Nadella notes that cloud computing is a powerful resource for innovation, understanding, and predictive analysis of large quantities of data -- more and more so in the increasingly device and sensor-laden, connected world.
"In September last year," Nadella wrote, giving an example of the importance of cloud computing, "the UN adopted 17 sustainable development goals to tackle some of the toughest global problems by 2030, including poverty, hunger, health and education. Data and cloud computing will play a central role in realizing those goals."
To carry out the huge philanthropic effort, the company will take a three-pronged approach. First, distribution: Microsoft will start rolling out its free cloud services and products to organizations beginning this spring. Next, the company will expand its Azure for Research program for universities -- which includes free Azure cloud storage and other resources -- by 50 percent.

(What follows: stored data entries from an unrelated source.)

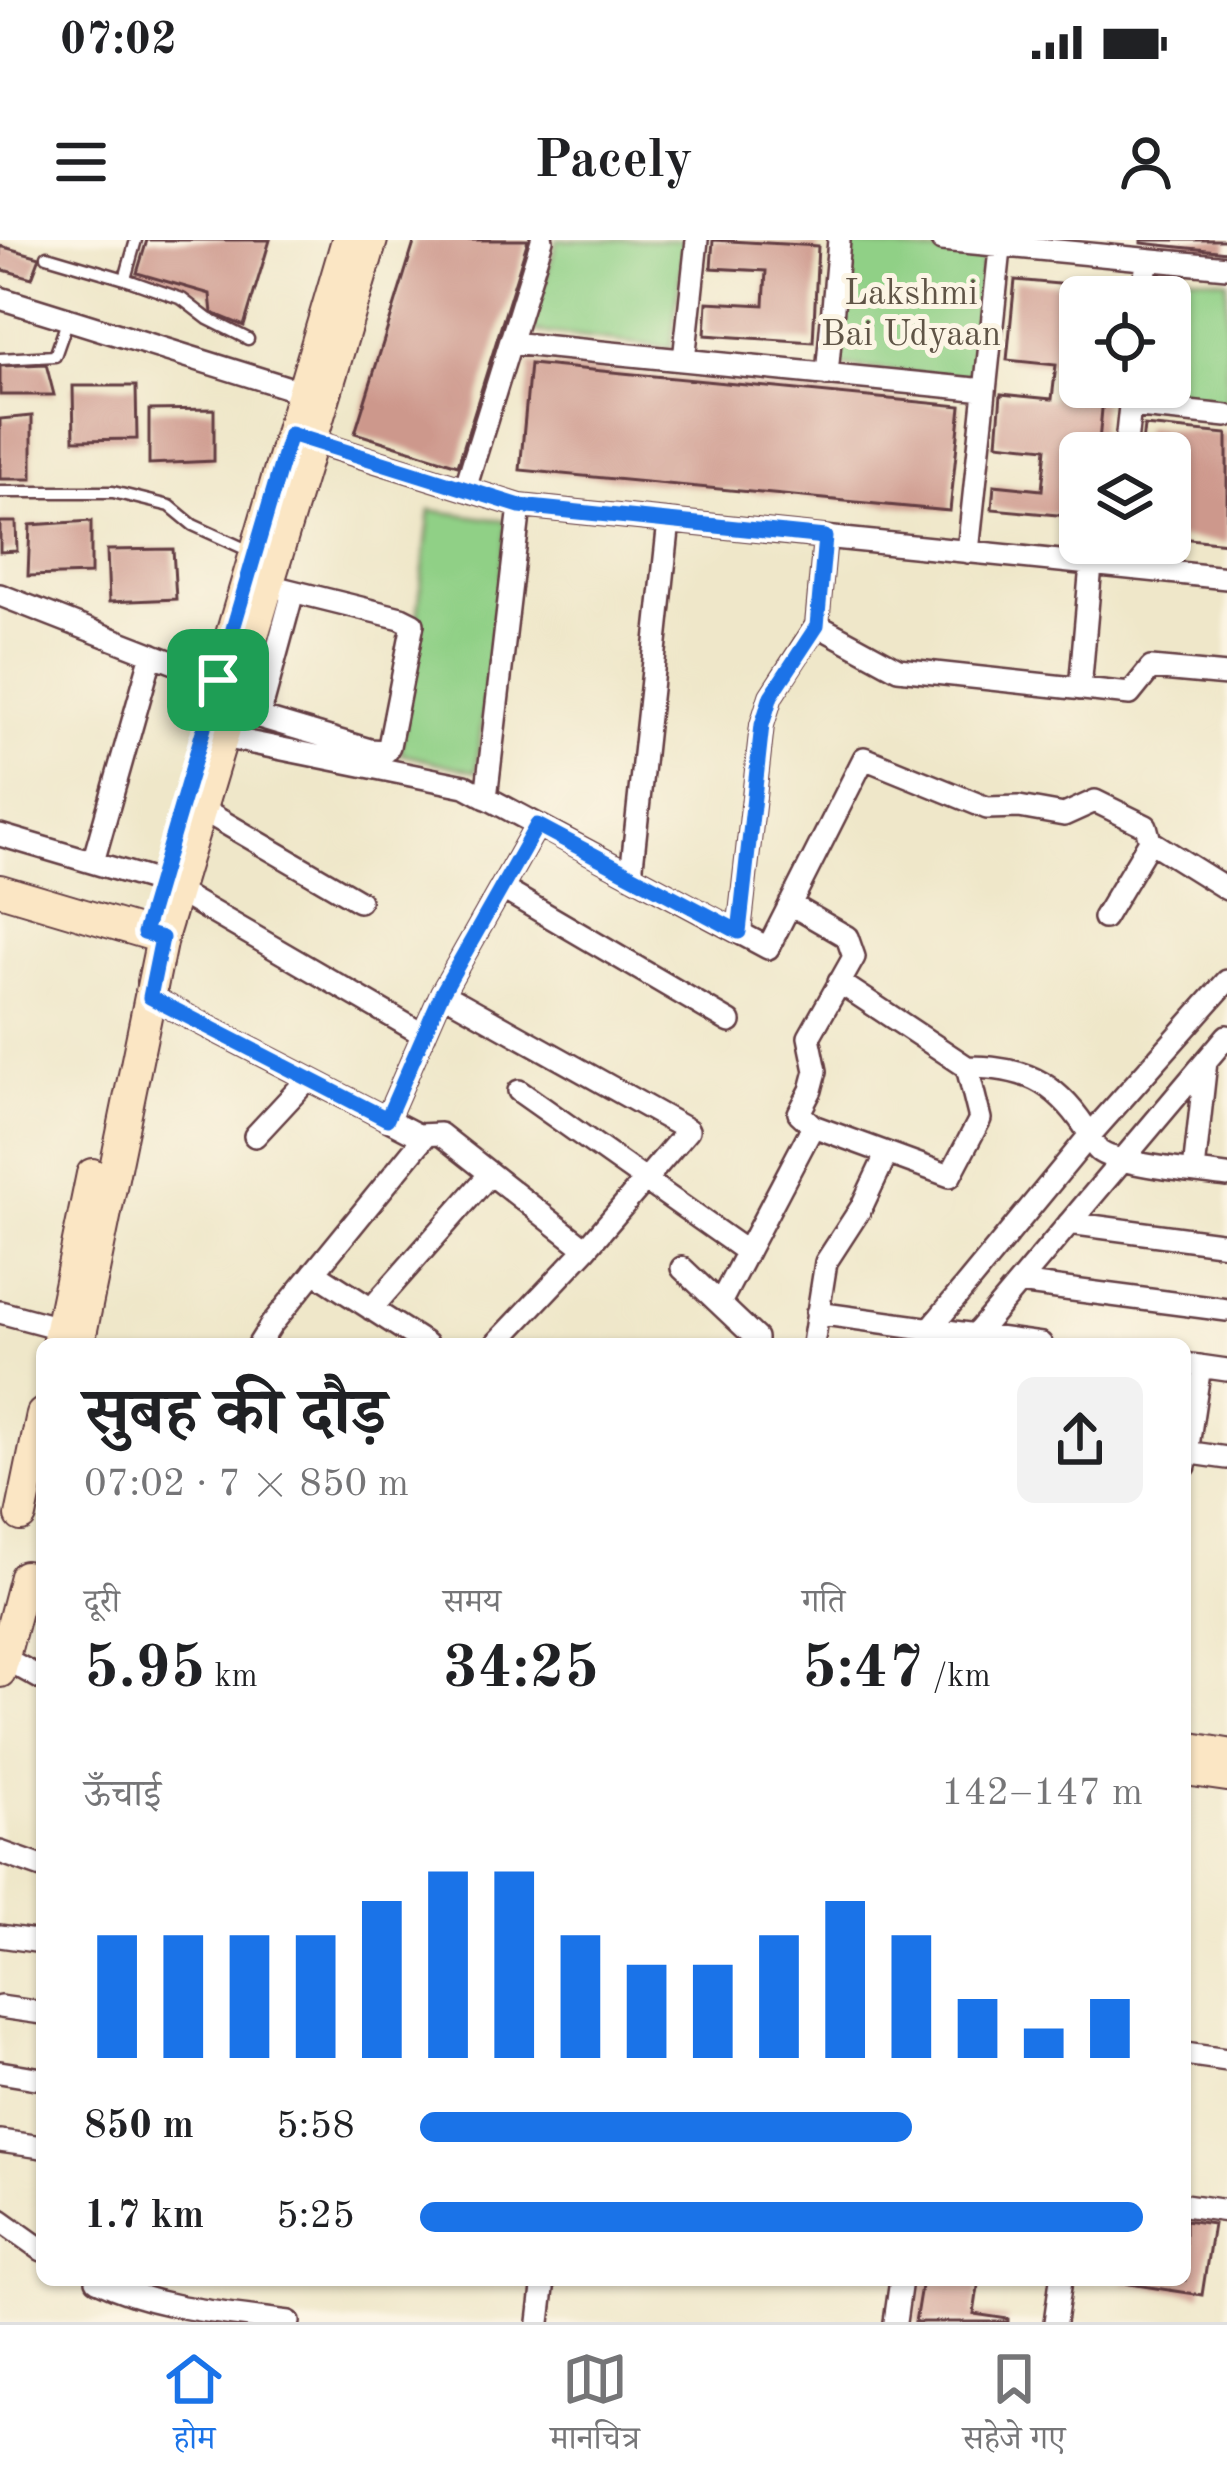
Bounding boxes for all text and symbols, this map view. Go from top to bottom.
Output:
text: 07:02 [60,19,177,64]
icon: menu [48,129,114,195]
icon: person [1113,129,1179,195]
text: Pacely [534,135,693,189]
map controls [1059,276,1191,564]
button: locate [1059,276,1191,408]
park label: Lakshmi Bai Udyaan [821,277,1001,354]
button: layers [1059,432,1191,564]
pin [167,629,269,731]
icon: arrive [185,647,251,713]
button: share [1017,1377,1143,1503]
text: सुबह की दौड़ [84,1383,386,1449]
text: 07:02 · 7 × 850 m [84,1465,409,1504]
text: दूरी [84,1587,120,1620]
text: समय [443,1587,501,1620]
text: गति [802,1587,845,1620]
text: 5.95 [84,1640,205,1700]
text: 34:25 [443,1640,599,1700]
text: 5:47 [802,1640,923,1700]
text: km [205,1661,258,1694]
text: /km [923,1661,991,1694]
text: 142–147 m [941,1774,1143,1813]
text: ऊँचाई [84,1776,161,1815]
text: 850 m [84,2107,194,2146]
text: 5:58 [276,2107,355,2146]
text: 1.7 km [84,2197,204,2236]
text: 5:25 [276,2197,355,2236]
tab: होम [161,2346,227,2470]
tab: मानचित्र [550,2346,640,2470]
tab: सहेजे गए [963,2346,1066,2470]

Finally, Microsoft Philanthropies and the company's Business Development arm will work together with private-public partnerships to build out so-called "last mile" connections to communities without access, supplementing hardware with community training for when the cloud arrives. Microsoft says it intends to support 20 build-outs in at least 15 countries around the world by mid-2017.
Market Share and Regulatory Sway for Microsoft
For all of its incredible world-shaping potential, Microsoft's $1 billion cloud donation and the initiatives that come with it might strike the more cynically minded as oddly familiar. The announcement recalls Facebook's controversial altruistic project Internet.org, which some took to be self-serving.

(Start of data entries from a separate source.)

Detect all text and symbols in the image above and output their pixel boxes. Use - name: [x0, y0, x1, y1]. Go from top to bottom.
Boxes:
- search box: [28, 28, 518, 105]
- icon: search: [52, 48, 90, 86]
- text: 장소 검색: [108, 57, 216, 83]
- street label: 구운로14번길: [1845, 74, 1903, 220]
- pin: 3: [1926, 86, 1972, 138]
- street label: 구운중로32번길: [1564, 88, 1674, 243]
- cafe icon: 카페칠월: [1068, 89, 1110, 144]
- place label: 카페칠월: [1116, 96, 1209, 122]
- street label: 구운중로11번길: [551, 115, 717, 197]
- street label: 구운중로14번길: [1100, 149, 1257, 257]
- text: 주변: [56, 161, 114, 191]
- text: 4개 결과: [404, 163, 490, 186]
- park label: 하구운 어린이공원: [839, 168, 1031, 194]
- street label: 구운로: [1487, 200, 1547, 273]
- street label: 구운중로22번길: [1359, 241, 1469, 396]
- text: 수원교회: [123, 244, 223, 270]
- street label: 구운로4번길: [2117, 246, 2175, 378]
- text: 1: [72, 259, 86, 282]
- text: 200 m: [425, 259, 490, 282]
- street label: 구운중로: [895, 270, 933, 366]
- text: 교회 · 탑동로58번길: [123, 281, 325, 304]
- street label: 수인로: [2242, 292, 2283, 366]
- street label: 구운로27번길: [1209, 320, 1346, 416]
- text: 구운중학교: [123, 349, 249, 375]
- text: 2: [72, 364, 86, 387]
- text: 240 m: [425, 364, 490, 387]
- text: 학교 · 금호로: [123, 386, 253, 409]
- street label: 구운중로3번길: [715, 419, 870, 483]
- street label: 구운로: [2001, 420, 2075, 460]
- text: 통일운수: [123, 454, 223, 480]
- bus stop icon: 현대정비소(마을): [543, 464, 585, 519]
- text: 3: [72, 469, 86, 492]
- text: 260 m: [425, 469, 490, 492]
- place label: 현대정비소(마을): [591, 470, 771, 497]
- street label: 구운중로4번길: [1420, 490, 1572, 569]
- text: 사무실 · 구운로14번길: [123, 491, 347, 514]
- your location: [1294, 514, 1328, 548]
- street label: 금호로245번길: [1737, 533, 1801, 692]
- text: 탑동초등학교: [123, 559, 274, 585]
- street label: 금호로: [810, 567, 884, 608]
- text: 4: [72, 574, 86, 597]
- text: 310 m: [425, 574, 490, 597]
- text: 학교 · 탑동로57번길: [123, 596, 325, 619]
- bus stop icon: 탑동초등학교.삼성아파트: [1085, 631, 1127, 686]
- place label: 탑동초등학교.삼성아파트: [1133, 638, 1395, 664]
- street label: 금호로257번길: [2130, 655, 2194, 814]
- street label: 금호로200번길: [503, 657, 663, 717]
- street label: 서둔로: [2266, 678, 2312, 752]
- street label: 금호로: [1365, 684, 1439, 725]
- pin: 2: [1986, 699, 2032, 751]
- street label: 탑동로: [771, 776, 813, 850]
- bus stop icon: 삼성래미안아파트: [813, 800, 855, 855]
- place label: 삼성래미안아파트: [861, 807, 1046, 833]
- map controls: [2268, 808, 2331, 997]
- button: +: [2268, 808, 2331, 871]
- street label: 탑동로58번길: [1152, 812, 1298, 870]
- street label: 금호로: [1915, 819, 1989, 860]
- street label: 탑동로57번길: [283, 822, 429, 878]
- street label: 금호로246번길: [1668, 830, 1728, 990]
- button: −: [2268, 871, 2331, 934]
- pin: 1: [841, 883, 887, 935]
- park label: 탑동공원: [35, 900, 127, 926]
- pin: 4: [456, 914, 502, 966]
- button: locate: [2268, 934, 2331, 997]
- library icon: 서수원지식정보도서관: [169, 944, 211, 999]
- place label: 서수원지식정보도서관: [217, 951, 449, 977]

Indeed, as the killjoys at Fortune pointed out, "Public-mindedness aside, part of this is probably about getting more people using Microsoft's systems as opposed to those of its rivals."
In other words, the company is stuck in second place to Amazon Web Services. Amazon got there first, currently dominates the market, has more capacity than the next 14 largest rivals combined, yet is still scaling much faster than Microsoft's best offering.
What does Microsoft do in this situation? It gives its cloud away for free, of course. And it makes sure its cloud is the first to arrive in untapped territories, teaching those communities how to use its particular software ecosystem.
"It's not surprising to see Microsoft doing that given that competitors such as Google have been very active in the nonprofit and education sector for some time and their often free services challenge Microsoft," IDC researcher George Mironescu told Fortune. "With this move, it's a way for Microsoft to be re-discovered by entities in these sectors and to get such organizations to test its public cloud capabilities."
With massive adoption and expansion through its philanthropy, Microsoft reaps another benefit, one that Nadella's (no doubt, genuine) altruism hardly cloaked in his FT piece: a larger say in the shape of regulation, negotiations, and governance surrounding the flow of data across boarders, and around the world.
Indeed, after his first four paragraphs announcing the donation, Nadella got right down to laying out elements of "a coherent policy framework with cloud computing at its heart," as he put it.
He suggests some great things: government infrastructure investments in low-cost broadband in remote areas, investment in global STEM education, and making public data transparent and available, through the cloud of course. He also called for a balance of regulation "that protects both security and privacy while enabling data to flow freely across boarders," with an emphasis on freedom of expression and the individual's right to privacy.
Along the way, Nadella also included a specific dig against the E.U. Court of Justice's recent decision invalidating Europe's "Safe Harbor" pact with the U.S., which has been used by Silicon Valley to transfer Europeans' personal data to American shores and skirt E.U. data privacy laws.
Another classic case of Sillicon Valley "philanthrocapitalism"? There are certainly some conceivable win-win scenarios in this for Microsoft. But hold off disillusionment for now and see what happens.